# Fixing 4x4 edge flip parity after redux - fastest/shortest alg



## Cride5 (Aug 25, 2010)

As a ZZ user looking to get into 4x4, I've been trying to find a nice way to solve the 4x4 by doing EO after reduction. The idea would be to do just EO inspection, and solve the line after EO (and/or EO parity). My inspecction time for EO (without the line) is probably quick enough for this approach to be practical.

So what I'm looking for is the shortest sequence of moves which change an odd-number of flipped dedges into an even number, while maintaining the edge pairs and centres. The alg must not permute the centres (relative to each other), but may permute the dedges and corners in any way.

I'm not sure if this is the best way, but my preferred system for measuring 4x4 movecounts from a speedsolving perspective is block turn metric.

I'm aware of (and have had a good read of) these threads:
http://www.speedsolving.com/forum/showthread.php?t=17839
http://www.speedsolving.com/forum/showthread.php?t=15614

.. and so far the shortest sequence appears to be:
r U2 r' U2 r' D2 r D2 r' B2 r B2 r' (13 btm)

Along with its derivatives:
r U2 r' F2 l' B2 l B2 l' D2 l D2 l' 
r U2 l' U2 r' B2 l B2 r' B2 l B2 l' 
r U2 l' U2 x' r' U2 l U2 r' U2 l U2 l'

Found here:
http://www.speedsolving.com/forum/showthread.php?p=303819#post303819
http://www.speedsolving.com/forum/showthread.php?p=309415#post309415


----------



## riffz (Aug 25, 2010)

So once you inspect for EO and determine that there is an odd number of flipped edges, you're going to perform an alg to fix it and then inspect AGAIN find the flipped edges again before orienting? Or am I reading this wrong?

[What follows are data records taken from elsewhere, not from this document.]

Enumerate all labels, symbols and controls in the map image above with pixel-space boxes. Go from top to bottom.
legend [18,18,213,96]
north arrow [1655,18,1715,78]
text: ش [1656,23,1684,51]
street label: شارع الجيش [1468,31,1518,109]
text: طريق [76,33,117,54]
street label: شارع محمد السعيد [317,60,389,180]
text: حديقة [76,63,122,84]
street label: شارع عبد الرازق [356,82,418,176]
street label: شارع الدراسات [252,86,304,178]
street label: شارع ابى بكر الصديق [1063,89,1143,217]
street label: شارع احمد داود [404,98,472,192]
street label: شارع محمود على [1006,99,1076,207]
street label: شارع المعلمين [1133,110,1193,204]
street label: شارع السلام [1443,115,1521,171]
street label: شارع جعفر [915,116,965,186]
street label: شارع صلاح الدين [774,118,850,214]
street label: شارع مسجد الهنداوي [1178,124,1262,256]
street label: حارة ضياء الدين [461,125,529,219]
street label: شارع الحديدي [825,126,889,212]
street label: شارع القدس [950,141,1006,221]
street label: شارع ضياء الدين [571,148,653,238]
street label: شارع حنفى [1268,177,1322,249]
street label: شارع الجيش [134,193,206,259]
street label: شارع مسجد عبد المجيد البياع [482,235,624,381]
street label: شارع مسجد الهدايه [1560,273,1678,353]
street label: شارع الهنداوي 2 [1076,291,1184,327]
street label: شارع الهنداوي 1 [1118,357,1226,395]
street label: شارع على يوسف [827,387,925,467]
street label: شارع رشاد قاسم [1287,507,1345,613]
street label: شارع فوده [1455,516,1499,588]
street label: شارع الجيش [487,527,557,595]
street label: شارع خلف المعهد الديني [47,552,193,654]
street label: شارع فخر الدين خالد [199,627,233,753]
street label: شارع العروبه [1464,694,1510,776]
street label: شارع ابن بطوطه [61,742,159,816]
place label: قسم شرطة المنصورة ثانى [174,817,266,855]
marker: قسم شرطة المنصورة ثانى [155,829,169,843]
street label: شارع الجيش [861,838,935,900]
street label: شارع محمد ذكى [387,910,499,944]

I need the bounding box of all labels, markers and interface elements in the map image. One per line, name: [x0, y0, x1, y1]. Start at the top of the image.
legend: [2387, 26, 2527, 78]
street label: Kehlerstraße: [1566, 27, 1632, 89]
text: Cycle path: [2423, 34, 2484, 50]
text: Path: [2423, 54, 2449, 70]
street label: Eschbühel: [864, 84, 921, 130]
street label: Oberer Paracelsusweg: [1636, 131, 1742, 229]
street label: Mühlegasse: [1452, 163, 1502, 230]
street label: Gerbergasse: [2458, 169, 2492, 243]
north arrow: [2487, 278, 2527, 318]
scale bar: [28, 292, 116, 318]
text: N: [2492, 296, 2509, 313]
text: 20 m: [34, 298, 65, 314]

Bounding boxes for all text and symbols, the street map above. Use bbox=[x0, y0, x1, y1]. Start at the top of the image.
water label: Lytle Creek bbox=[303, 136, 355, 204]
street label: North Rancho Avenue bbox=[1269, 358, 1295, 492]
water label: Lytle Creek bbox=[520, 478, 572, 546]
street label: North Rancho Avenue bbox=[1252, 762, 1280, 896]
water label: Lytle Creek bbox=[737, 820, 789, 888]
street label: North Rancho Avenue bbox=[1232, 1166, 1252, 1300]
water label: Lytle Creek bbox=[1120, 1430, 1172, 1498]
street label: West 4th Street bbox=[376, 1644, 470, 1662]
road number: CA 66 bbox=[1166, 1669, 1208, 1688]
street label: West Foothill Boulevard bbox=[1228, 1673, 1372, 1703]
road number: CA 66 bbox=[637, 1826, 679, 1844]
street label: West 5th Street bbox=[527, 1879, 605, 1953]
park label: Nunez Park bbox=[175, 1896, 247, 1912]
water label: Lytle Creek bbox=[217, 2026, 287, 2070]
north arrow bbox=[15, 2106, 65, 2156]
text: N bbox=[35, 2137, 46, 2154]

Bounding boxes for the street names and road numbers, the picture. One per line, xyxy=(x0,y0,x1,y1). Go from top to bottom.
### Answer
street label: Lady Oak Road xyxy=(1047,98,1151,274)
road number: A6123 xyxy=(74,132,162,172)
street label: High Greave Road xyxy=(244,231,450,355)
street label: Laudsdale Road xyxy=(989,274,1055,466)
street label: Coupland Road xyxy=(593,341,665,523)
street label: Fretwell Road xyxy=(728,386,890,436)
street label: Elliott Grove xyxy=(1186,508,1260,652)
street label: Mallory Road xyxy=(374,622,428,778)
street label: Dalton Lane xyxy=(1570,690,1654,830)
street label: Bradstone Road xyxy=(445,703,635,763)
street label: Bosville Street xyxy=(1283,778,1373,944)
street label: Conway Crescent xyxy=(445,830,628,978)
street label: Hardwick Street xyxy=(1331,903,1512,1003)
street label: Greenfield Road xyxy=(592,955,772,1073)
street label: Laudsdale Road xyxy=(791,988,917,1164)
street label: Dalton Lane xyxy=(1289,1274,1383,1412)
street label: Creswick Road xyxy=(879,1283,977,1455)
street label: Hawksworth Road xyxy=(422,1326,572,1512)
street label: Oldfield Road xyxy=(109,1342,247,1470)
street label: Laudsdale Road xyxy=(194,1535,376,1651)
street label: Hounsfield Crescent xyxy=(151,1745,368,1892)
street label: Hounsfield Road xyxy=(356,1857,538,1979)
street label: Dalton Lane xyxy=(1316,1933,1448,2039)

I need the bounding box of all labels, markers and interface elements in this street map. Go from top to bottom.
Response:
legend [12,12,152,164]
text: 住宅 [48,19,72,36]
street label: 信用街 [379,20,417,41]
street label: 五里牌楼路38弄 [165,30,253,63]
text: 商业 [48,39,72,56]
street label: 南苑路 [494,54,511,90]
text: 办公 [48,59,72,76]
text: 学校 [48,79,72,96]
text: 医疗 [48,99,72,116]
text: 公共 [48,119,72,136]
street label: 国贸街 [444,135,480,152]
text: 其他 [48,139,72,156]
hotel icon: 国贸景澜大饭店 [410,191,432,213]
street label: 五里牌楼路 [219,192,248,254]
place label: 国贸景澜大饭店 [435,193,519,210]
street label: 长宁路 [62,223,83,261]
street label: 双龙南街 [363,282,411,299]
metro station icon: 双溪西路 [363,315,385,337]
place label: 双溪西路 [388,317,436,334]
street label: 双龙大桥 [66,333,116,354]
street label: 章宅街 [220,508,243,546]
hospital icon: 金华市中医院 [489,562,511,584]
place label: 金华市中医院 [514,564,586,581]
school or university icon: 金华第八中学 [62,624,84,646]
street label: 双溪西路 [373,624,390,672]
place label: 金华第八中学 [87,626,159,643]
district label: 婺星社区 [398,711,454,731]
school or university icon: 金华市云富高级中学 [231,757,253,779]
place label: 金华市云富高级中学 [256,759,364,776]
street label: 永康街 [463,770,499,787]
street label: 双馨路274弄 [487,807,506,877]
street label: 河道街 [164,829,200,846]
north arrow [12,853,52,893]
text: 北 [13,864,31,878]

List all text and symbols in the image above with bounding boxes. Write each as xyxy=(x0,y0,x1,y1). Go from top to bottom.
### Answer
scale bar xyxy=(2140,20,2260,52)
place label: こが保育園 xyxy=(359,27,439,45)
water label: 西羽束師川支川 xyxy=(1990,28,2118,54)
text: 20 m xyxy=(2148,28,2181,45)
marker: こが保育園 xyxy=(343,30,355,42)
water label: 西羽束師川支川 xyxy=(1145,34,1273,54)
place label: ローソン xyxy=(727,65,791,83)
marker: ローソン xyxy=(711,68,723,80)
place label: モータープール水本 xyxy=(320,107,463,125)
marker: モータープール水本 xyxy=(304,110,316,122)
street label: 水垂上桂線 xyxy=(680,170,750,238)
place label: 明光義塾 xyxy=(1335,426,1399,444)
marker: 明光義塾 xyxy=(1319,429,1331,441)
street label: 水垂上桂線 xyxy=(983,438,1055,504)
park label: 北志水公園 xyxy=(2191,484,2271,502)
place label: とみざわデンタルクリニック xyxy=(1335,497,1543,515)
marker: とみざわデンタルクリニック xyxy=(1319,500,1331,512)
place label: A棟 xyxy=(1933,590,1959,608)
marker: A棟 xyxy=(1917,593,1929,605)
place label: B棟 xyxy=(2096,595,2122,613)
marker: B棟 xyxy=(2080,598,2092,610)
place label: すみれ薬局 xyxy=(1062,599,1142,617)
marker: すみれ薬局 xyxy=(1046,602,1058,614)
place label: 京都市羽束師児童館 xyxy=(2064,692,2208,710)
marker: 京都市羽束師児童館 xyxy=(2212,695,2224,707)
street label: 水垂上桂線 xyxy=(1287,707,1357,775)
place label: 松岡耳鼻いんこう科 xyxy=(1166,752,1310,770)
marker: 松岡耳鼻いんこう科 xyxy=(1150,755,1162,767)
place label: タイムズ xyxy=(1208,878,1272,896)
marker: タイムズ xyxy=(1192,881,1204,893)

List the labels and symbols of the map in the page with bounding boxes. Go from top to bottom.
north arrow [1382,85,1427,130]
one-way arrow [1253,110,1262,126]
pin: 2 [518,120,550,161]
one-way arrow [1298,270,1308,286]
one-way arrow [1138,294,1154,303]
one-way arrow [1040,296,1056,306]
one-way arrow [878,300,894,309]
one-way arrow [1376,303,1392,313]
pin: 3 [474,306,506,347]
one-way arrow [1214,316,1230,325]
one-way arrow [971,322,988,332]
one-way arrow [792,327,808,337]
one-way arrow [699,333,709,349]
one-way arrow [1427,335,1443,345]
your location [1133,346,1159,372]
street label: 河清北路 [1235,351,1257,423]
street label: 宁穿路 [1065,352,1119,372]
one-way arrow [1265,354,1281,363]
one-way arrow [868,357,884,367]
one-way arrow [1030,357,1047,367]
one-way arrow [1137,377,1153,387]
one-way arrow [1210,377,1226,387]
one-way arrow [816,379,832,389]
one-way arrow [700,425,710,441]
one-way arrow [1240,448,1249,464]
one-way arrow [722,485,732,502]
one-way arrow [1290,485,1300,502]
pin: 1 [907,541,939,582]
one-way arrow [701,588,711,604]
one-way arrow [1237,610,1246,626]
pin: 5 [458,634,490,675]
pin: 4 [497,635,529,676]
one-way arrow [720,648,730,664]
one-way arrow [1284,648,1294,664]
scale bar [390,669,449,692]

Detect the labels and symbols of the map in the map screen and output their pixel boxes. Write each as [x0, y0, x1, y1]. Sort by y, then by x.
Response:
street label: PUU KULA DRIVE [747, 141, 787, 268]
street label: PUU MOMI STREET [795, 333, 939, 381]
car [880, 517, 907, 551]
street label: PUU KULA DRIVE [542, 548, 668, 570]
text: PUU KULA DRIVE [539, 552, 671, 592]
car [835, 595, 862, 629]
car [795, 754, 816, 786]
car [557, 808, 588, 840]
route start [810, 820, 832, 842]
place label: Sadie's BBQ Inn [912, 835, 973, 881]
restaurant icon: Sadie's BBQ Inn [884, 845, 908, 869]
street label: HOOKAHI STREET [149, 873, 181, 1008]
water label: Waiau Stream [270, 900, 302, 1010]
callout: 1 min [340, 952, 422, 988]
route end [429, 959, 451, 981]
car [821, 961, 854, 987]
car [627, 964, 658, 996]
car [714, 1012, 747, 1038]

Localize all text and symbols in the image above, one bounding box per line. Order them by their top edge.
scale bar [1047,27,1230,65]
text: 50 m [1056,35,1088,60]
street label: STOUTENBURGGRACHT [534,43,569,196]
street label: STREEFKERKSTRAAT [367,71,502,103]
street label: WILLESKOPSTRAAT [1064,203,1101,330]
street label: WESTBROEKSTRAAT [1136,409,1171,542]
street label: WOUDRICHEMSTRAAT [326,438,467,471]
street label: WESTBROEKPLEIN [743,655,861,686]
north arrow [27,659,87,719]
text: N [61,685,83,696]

Wouldn't you want to fix all the bad edges except for one, and then perform an alg that flips that one edge but ignores the position of the dedges? That way you wouldn't have to inspect EO twice if there's parity.


----------



## Cride5 (Aug 25, 2010)

The method I was thinking about would be to inspect EO, and for the odd cases, single out an edge which will remain flipped. Solving EO would end with the remaining flipped edge being positioned ready for the parity alg. Instead of EOLine, I would be solving EOParity followed by line.

However, if a significantly shorter 3 or 5 edge flipper were available I would considering modifying the approach. For example, purposefully setting aside and pre-positioning 3/5 flipped edges during EO.


----------



## FatBoyXPC (Aug 25, 2010)

How might I go about figuring out which edges are good/bad after reduction?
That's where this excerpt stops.